The aetiology of diabetes-induced cardiac fibrosis is multifactoral. Factors leading to cardiac fibrosis include: TGF-β [32], focal changes in microvessels leading to ischaemia [33], non-enzymatic glycosylation and lysyl-oxidase-mediated cross-linking [34], high glucose levels, and pro-fibrotic-acting peptides such as aldosterone and angiotensin II. It is therefore intriguing to speculate that inhibition of p38, with normalisation of the pro-inflammatory and pro-fibrotic cytokines TNF-α, IL1-β and TGF-β alone, is not potent enough to reduce fibrosis in vivo in this animal model of diabetes mellitus, especially since the p38 inhibitor normalised the activation state of p38 to a non-diabetic level.

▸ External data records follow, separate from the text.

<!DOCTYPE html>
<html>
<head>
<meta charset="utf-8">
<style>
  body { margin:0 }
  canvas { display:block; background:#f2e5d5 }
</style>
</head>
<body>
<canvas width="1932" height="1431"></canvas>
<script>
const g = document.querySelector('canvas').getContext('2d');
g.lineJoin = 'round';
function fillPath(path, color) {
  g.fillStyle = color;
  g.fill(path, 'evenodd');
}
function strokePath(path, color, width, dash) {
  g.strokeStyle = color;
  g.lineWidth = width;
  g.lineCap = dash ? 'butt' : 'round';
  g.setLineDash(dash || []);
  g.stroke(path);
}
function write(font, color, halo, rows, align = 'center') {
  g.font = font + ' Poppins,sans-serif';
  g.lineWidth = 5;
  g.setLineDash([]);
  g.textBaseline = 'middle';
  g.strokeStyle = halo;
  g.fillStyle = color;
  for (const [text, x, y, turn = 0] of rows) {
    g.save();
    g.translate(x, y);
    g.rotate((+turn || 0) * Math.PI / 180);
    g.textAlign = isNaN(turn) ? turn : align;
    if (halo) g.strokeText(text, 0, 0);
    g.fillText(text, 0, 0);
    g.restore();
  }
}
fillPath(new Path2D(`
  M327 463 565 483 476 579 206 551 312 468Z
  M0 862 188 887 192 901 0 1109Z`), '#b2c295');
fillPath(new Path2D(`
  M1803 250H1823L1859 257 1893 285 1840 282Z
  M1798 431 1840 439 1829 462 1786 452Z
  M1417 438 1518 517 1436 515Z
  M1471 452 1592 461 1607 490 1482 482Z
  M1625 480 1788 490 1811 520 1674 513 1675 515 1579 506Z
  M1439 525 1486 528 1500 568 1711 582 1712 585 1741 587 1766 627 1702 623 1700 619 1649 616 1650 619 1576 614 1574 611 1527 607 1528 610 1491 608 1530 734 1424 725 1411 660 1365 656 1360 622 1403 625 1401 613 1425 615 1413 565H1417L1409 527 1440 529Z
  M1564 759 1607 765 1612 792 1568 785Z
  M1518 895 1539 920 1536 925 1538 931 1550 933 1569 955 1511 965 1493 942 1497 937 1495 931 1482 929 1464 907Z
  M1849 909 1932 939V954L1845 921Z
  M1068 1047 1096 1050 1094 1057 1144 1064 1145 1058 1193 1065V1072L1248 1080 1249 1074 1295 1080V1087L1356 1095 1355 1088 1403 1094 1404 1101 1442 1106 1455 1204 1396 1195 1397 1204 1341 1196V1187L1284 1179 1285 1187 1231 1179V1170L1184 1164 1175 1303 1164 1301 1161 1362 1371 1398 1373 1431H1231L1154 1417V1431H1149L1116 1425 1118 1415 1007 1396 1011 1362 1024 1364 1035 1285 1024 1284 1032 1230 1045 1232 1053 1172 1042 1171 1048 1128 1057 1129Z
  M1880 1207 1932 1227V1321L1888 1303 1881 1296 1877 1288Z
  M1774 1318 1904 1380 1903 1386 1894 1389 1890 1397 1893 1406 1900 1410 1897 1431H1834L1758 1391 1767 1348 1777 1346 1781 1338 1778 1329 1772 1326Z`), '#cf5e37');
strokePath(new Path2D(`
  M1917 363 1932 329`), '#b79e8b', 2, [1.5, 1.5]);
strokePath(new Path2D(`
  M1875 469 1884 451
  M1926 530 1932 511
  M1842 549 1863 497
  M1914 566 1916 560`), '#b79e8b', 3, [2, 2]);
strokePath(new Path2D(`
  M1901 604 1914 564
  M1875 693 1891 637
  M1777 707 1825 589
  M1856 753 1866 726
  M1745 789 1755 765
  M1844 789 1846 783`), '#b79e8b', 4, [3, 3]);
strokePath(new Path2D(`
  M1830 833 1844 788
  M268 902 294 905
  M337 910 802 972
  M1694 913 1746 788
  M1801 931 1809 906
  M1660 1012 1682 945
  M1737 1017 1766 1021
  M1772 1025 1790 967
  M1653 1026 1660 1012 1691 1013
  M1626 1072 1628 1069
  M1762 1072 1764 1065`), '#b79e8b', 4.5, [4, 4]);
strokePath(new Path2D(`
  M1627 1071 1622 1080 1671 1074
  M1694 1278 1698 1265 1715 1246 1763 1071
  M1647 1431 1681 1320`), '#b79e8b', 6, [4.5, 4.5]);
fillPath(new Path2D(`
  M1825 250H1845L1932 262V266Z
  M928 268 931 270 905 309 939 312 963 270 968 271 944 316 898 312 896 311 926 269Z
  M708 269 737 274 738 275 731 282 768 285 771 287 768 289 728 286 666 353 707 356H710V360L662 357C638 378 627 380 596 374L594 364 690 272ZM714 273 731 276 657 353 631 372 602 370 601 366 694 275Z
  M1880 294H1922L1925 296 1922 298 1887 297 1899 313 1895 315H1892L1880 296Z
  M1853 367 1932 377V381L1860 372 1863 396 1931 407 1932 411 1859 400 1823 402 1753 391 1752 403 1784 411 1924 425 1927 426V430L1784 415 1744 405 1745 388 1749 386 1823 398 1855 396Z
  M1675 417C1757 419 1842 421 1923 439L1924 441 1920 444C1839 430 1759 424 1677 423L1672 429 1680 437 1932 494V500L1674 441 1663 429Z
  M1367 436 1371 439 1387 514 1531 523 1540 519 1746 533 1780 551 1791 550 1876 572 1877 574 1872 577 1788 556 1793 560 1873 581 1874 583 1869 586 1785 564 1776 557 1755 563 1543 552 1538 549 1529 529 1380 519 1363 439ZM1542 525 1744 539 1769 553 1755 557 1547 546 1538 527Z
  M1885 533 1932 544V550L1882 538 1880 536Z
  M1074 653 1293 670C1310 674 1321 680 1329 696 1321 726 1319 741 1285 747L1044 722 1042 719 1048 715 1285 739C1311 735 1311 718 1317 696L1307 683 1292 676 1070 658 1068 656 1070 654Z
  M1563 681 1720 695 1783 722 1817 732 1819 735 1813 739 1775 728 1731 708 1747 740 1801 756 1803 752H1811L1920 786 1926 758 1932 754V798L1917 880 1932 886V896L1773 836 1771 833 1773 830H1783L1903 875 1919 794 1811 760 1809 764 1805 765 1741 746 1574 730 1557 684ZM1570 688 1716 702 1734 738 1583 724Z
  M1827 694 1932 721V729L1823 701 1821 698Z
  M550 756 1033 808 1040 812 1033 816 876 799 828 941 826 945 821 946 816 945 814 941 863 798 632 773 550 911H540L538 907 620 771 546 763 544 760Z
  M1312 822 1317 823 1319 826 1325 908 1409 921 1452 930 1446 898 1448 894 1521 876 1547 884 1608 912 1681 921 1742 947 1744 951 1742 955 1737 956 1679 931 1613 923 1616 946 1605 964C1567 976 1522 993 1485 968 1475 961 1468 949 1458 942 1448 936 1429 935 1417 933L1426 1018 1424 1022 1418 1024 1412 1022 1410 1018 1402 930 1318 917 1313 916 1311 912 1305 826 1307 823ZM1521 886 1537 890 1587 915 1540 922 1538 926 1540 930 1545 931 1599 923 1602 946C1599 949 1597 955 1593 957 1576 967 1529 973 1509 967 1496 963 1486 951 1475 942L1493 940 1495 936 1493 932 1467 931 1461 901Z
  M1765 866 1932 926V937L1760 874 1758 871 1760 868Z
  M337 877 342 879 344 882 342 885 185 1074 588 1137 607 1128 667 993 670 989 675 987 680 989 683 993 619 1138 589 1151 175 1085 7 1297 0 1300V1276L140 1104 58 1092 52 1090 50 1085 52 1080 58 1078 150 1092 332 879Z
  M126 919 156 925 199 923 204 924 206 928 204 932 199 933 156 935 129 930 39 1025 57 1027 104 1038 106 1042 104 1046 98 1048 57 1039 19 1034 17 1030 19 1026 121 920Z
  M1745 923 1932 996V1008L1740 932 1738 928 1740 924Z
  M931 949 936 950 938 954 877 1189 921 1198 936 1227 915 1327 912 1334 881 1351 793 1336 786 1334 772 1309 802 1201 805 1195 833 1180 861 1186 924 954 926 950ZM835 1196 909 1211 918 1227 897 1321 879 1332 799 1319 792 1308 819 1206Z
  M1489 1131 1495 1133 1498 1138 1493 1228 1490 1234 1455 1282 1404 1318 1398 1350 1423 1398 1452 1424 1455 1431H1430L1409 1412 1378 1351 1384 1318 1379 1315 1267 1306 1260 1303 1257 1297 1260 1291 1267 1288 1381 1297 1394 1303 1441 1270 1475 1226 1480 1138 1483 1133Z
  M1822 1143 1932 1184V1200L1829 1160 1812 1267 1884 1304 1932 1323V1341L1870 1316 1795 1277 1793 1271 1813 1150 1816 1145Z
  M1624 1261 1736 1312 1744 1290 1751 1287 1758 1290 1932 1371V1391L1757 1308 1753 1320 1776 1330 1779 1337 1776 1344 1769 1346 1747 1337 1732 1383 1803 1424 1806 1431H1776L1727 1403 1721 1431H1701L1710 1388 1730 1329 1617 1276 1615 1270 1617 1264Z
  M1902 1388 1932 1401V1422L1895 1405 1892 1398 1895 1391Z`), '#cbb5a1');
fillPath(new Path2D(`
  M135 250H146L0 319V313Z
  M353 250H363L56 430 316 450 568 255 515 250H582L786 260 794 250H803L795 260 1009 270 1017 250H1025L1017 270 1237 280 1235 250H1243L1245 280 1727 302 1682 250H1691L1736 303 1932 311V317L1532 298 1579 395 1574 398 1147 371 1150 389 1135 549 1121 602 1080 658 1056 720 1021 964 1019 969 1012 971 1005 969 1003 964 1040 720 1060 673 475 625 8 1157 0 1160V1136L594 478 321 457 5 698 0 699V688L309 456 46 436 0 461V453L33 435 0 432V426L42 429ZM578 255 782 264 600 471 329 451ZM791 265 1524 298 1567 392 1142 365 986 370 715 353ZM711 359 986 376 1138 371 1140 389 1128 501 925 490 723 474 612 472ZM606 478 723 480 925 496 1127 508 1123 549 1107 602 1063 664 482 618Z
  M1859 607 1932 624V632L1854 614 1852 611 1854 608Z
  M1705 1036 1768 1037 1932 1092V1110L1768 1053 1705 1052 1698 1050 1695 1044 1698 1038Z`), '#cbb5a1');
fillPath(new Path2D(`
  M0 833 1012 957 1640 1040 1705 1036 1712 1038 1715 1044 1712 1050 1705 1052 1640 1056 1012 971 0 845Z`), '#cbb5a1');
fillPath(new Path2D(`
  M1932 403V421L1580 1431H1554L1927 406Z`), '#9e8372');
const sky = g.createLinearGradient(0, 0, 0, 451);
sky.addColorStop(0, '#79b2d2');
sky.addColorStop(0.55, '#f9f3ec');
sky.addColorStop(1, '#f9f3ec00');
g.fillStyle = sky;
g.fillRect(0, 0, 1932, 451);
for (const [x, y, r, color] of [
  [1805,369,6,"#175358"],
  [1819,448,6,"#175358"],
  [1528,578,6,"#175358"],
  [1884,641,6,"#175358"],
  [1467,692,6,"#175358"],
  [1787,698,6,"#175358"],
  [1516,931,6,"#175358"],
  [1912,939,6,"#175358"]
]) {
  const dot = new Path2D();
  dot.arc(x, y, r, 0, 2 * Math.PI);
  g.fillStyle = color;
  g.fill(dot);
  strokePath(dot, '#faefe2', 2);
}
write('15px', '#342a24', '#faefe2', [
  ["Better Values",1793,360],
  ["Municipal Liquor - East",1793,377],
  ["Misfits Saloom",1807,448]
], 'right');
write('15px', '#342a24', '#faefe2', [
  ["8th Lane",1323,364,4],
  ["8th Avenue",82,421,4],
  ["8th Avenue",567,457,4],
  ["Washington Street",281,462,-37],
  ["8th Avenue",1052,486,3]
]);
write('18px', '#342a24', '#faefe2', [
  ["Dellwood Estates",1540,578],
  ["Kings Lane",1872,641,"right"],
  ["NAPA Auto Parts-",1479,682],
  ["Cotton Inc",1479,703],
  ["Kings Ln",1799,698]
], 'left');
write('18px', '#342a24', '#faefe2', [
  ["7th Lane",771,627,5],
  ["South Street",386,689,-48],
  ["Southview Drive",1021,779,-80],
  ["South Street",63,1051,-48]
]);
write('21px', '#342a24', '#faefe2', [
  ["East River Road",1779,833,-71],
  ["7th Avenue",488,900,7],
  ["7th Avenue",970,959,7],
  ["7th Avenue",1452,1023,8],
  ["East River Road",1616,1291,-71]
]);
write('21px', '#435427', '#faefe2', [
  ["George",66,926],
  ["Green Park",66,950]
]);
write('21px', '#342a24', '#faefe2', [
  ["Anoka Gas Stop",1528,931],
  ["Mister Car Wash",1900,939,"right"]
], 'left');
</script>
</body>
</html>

IL6 was only partly reduced, but not normalised, which may lead then to the above-mentioned reasons for unchanged cardiac fibrosis.

Conclusions and clinical implications

Pharmacological inhibition of the p38 MAPK improves LV function in STZ-induced diabetic cardiomyopathy. This improvement is associated with reduced cardiac inflammation, but does not change cardiac fibrosis. In conclusion, these findings show that activation of p38 is involved in the development of diabetic cardiomyopathy. Further studies should investigate whether p38 inhibition could serve as a new therapeutic target for the treatment of diabetic cardiomyopathy in addition to conventional anti-diabetic therapy.